Лазик поселился у Хейфеца на кухне вместе со старой служанкой Дашей. Даша числилась тетушкой Бориса Самойловича, а Лазик его племянником. Ночами Лазик оплакивал свое короткое счастье. Днем же по-прежнему он разносил товар, получал деньги или чинил брюки Бориса Самойловича. Вы, пожалуй, спросите, почему Борис Самойлович не мог сделать себе новые из лучшего английского шевиота? Как будто брюки это — булавочная головка! Впрочем, Лазик хорошо знал, что такое брюки…
Жил Борис Самойлович сосредоточенно, как человек, преданный высокой идее. Он любил, например, индюшек или каплунов, но в квартире находился гражданин Тыченко, и Тыченко мог учуять подозрительный дух. Борис Самойлович ел суповую говядину. Он ходил в заплатанных Лазиком штанах.
— Ты, Ройтшванец, хоть одну ночь был женат, а я вот уже второй год, как обхожусь скомканными воспоминаниями. Сюда привести нельзя — Тыченко узнает: «Кто, почему, что это за роскошная жизнь?..» А пойти тоже опасно: вдруг попадешь на облаву. Марьянчик рассказывал, что в Никольском три голых датчанки изображают подводный телеграф, и всего червонец за телеграмму. Это же даром! У меня даже сердцебиение сделалось. Из дому вышел. Вернулся. Схватят — и крышка.
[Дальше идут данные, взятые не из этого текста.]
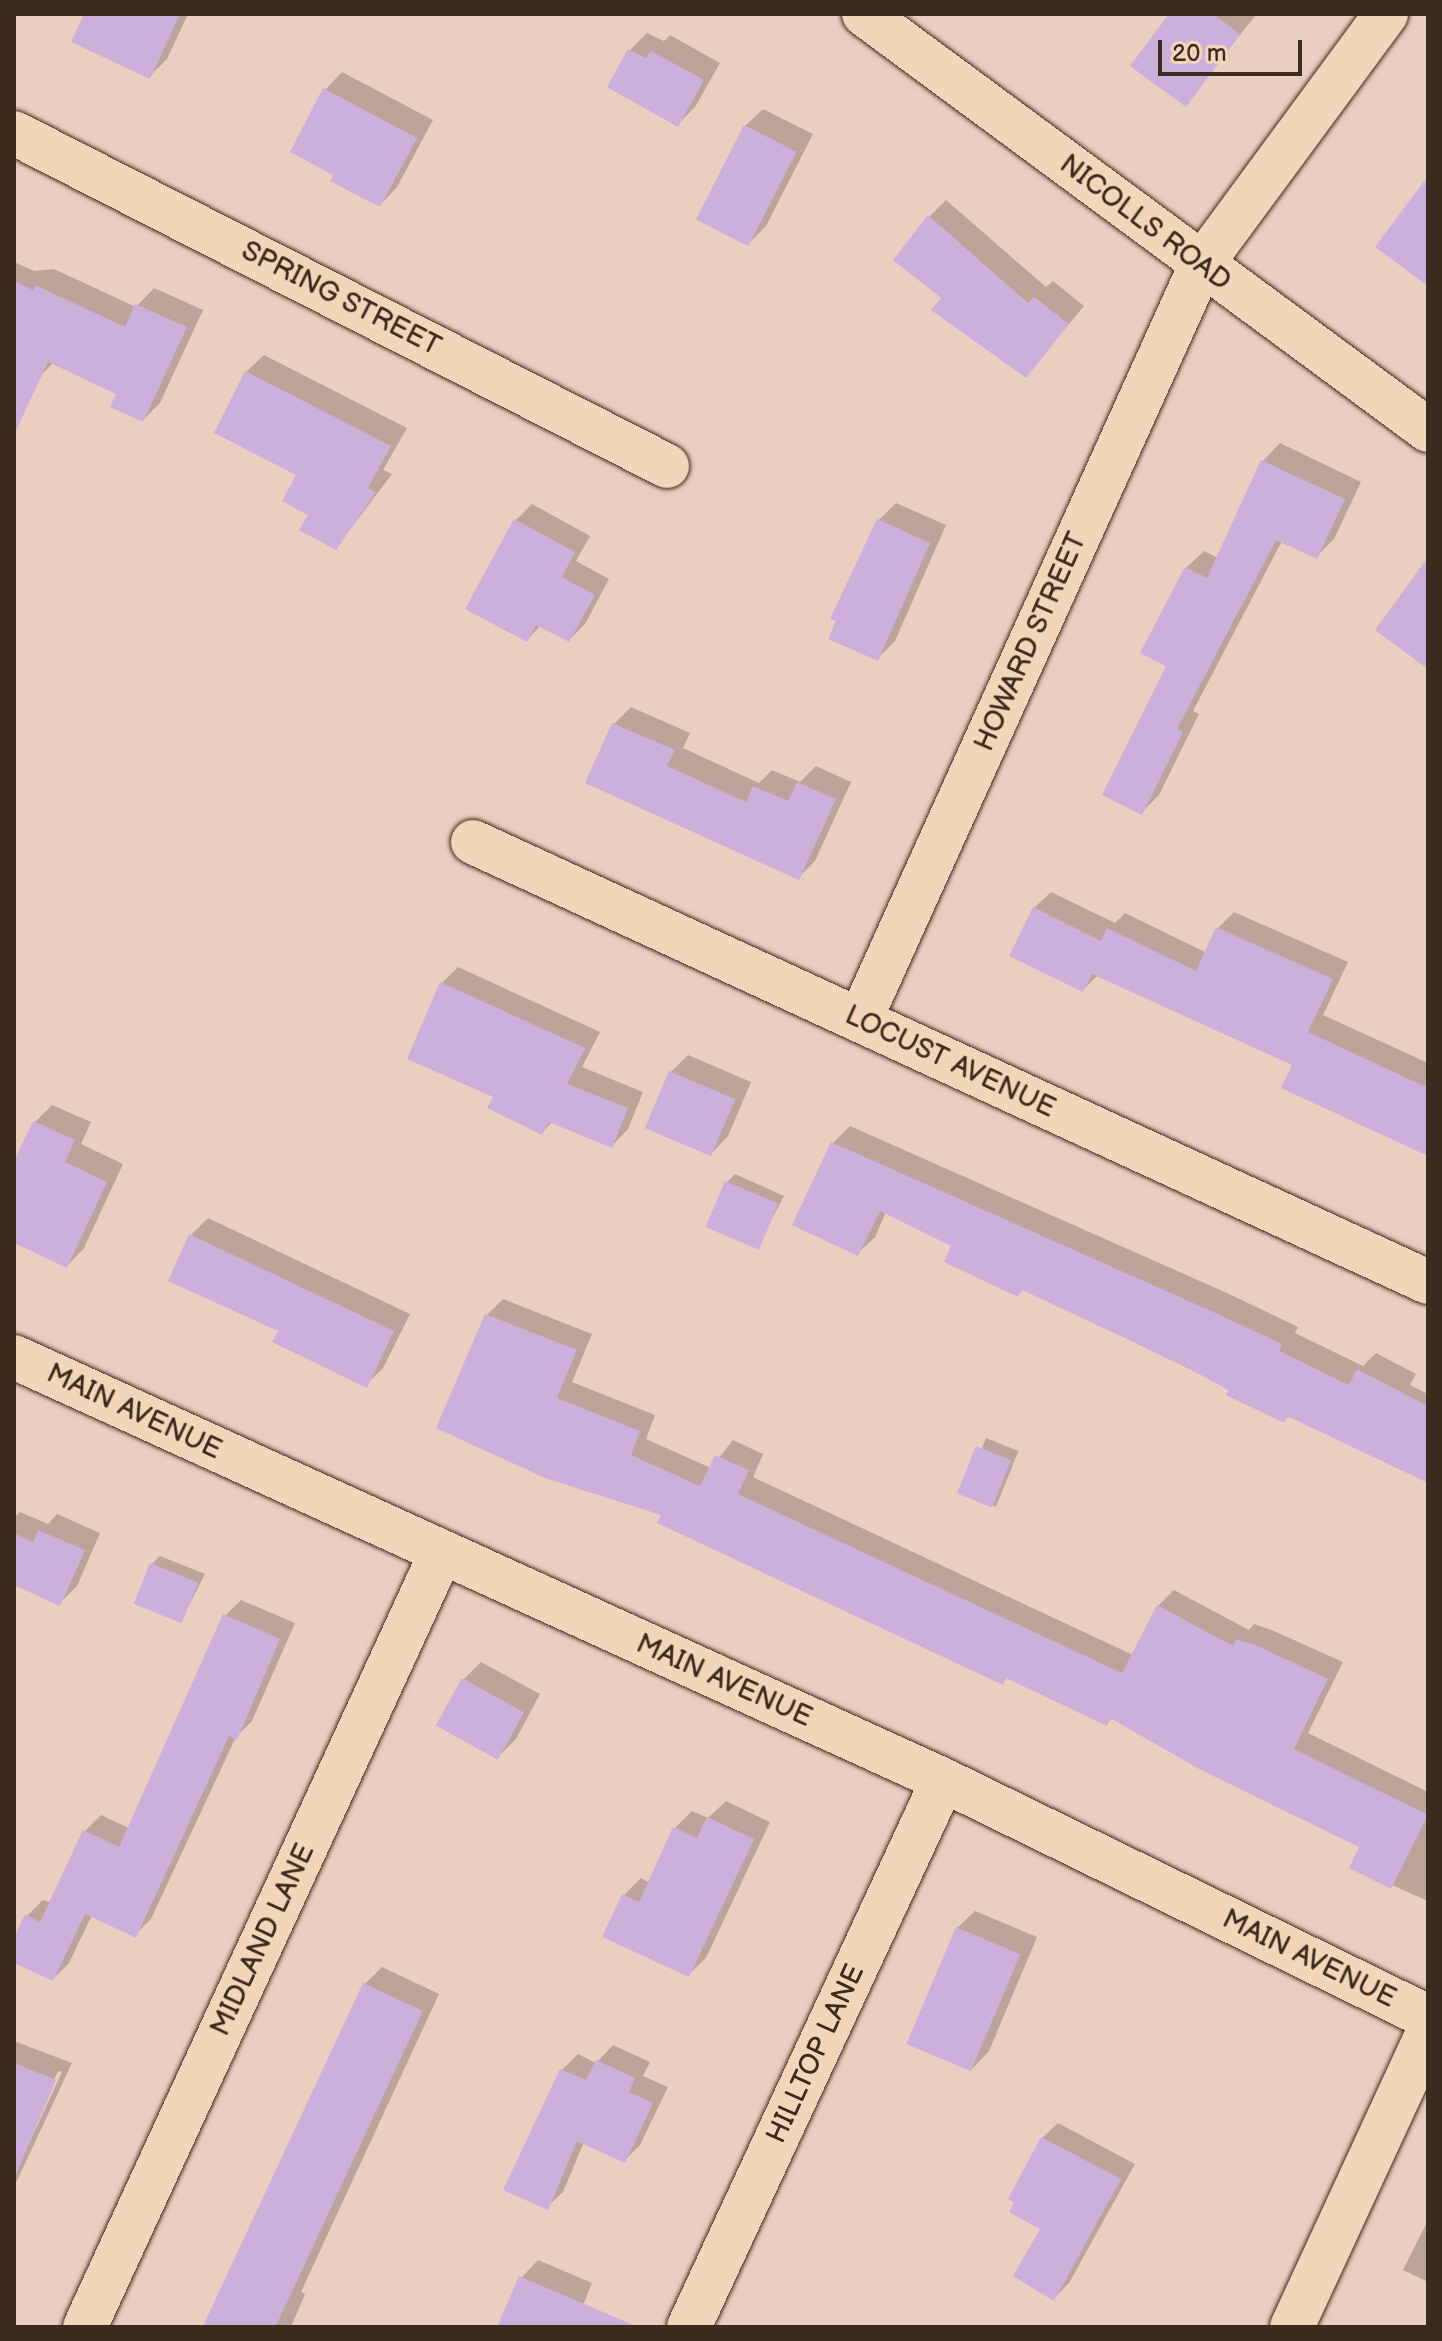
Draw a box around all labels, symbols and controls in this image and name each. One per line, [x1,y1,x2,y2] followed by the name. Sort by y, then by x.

Как-то ночью Борис Самойлович привел Лазика к себе, закрыл дверь на ключ, посмотрел, не шляется ли по коридору Тыченко, и наконец вынул из под грязного белья небольшую картину в пышной раме. Лазик увидел охотничью собаку, которая бесцеремонно разрывала юбку крестьянки. Борис Самойлович благоговейно зашептал:
— Видишь? Это мне Сапелов продал за десять червонцев. У Сапелова не только оружейный музей был, но и конский завод. Он прямо сказал мне: «Риск, что отберут, большой. Но если продержите это до конца — богатство. Иностранцы дадут не меньше ста тысяч, потому что это великая кисть. Это или Репин, или Рафаэль, или оба вместе». Вот и рискнул. Я даже не о деньгах думаю. Я гляжу тихонько по ночам и наслаждаюсь. Какое выражение юбки! Это — кисть! Ты хоть, Ройтшванец, ничего на свете не признаешь, но я тебе скажу, что есть, брат мой, замечательная красота.
Дни шли, полные опасностей. Лазик обходил портных. Иногда при виде ножниц и утюга просыпались в нем угрызения совести: «Зачем я променял это на какие-то скитания?.. Но что же мне было делать? Не я отобрал у себя вывеску и счастье. Поздно жаловаться! Теперь я мчусь, как бедный листик, гонимый столетним ураганом».
Червонцы Борис Самойлович выменивал на английские фунты и порой пересчитывал их; тогда Лазик должен был сидеть в уборной и отчаянно шуршать бумагой, чтобы сбить с толку Тыченко.